*** Opening of Exercise data ***
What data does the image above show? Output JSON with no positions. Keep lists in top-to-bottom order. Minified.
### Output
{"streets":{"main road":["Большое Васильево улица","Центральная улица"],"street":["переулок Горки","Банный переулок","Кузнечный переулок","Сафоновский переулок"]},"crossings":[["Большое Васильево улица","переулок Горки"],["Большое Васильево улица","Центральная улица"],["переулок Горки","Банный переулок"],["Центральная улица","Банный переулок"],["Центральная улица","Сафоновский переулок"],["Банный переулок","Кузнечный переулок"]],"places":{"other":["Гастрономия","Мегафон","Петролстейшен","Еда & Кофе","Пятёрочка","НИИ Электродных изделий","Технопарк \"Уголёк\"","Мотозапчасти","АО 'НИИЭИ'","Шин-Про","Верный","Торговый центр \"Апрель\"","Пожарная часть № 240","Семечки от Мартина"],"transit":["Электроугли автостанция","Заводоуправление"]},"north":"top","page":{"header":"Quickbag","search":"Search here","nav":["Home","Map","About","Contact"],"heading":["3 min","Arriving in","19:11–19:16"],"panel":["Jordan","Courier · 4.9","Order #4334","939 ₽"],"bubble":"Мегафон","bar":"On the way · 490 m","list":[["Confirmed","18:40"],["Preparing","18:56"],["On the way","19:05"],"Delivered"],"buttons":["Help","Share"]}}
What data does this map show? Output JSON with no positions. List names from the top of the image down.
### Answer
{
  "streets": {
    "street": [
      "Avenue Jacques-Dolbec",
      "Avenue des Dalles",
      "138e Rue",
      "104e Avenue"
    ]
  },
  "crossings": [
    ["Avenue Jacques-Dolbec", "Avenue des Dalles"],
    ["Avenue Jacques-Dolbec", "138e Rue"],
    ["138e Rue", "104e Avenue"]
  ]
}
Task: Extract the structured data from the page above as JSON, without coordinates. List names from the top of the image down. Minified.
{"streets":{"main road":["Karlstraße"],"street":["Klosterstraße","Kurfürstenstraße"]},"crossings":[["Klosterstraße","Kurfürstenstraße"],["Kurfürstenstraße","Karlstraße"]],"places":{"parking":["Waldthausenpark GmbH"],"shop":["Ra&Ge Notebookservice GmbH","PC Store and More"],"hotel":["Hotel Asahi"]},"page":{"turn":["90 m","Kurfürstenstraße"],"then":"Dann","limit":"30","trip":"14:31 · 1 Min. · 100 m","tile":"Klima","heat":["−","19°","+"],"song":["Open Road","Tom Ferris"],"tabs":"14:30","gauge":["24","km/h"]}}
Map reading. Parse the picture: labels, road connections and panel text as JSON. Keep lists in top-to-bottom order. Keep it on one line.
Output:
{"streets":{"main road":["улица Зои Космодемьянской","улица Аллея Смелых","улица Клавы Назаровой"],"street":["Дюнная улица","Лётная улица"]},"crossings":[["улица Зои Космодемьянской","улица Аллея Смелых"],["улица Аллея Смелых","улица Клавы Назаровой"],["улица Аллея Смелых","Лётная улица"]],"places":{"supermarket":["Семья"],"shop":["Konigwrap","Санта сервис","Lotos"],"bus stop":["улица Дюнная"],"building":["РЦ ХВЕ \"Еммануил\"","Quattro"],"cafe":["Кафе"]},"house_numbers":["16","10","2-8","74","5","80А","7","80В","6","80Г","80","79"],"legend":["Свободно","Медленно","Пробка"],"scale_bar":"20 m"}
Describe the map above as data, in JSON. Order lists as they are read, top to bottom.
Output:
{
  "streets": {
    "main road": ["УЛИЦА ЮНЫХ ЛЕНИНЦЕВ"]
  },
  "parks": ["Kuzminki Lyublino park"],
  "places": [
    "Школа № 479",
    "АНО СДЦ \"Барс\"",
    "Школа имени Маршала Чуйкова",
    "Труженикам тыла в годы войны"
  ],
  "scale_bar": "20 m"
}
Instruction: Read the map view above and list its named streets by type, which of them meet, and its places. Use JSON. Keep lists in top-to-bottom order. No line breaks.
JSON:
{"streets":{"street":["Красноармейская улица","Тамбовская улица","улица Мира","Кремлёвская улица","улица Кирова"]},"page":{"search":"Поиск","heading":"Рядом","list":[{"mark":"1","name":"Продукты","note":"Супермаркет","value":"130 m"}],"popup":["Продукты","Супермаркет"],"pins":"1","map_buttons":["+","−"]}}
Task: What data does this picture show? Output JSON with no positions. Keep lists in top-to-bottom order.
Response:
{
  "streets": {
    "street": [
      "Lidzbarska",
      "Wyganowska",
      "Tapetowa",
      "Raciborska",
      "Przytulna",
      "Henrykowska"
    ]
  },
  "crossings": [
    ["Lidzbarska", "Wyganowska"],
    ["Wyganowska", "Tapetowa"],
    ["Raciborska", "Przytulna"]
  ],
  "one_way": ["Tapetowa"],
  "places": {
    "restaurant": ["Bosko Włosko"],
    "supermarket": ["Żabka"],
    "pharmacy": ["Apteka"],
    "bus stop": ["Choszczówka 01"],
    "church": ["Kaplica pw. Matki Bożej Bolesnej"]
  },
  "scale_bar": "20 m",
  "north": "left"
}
*** Close of Exercise data ***
From the data above, reproduce word for word the lines running from the line with "Task: Extract the" to the line with "Map reading. Parse", ends included.

Task: Extract the structured data from the page above as JSON, without coordinates. List names from the top of the image down. Minified.
{"streets":{"main road":["Karlstraße"],"street":["Klosterstraße","Kurfürstenstraße"]},"crossings":[["Klosterstraße","Kurfürstenstraße"],["Kurfürstenstraße","Karlstraße"]],"places":{"parking":["Waldthausenpark GmbH"],"shop":["Ra&Ge Notebookservice GmbH","PC Store and More"],"hotel":["Hotel Asahi"]},"page":{"turn":["90 m","Kurfürstenstraße"],"then":"Dann","limit":"30","trip":"14:31 · 1 Min. · 100 m","tile":"Klima","heat":["−","19°","+"],"song":["Open Road","Tom Ferris"],"tabs":"14:30","gauge":["24","km/h"]}}
Map reading. Parse the picture: labels, road connections and panel text as JSON. Keep lists in top-to-bottom order. Keep it on one line.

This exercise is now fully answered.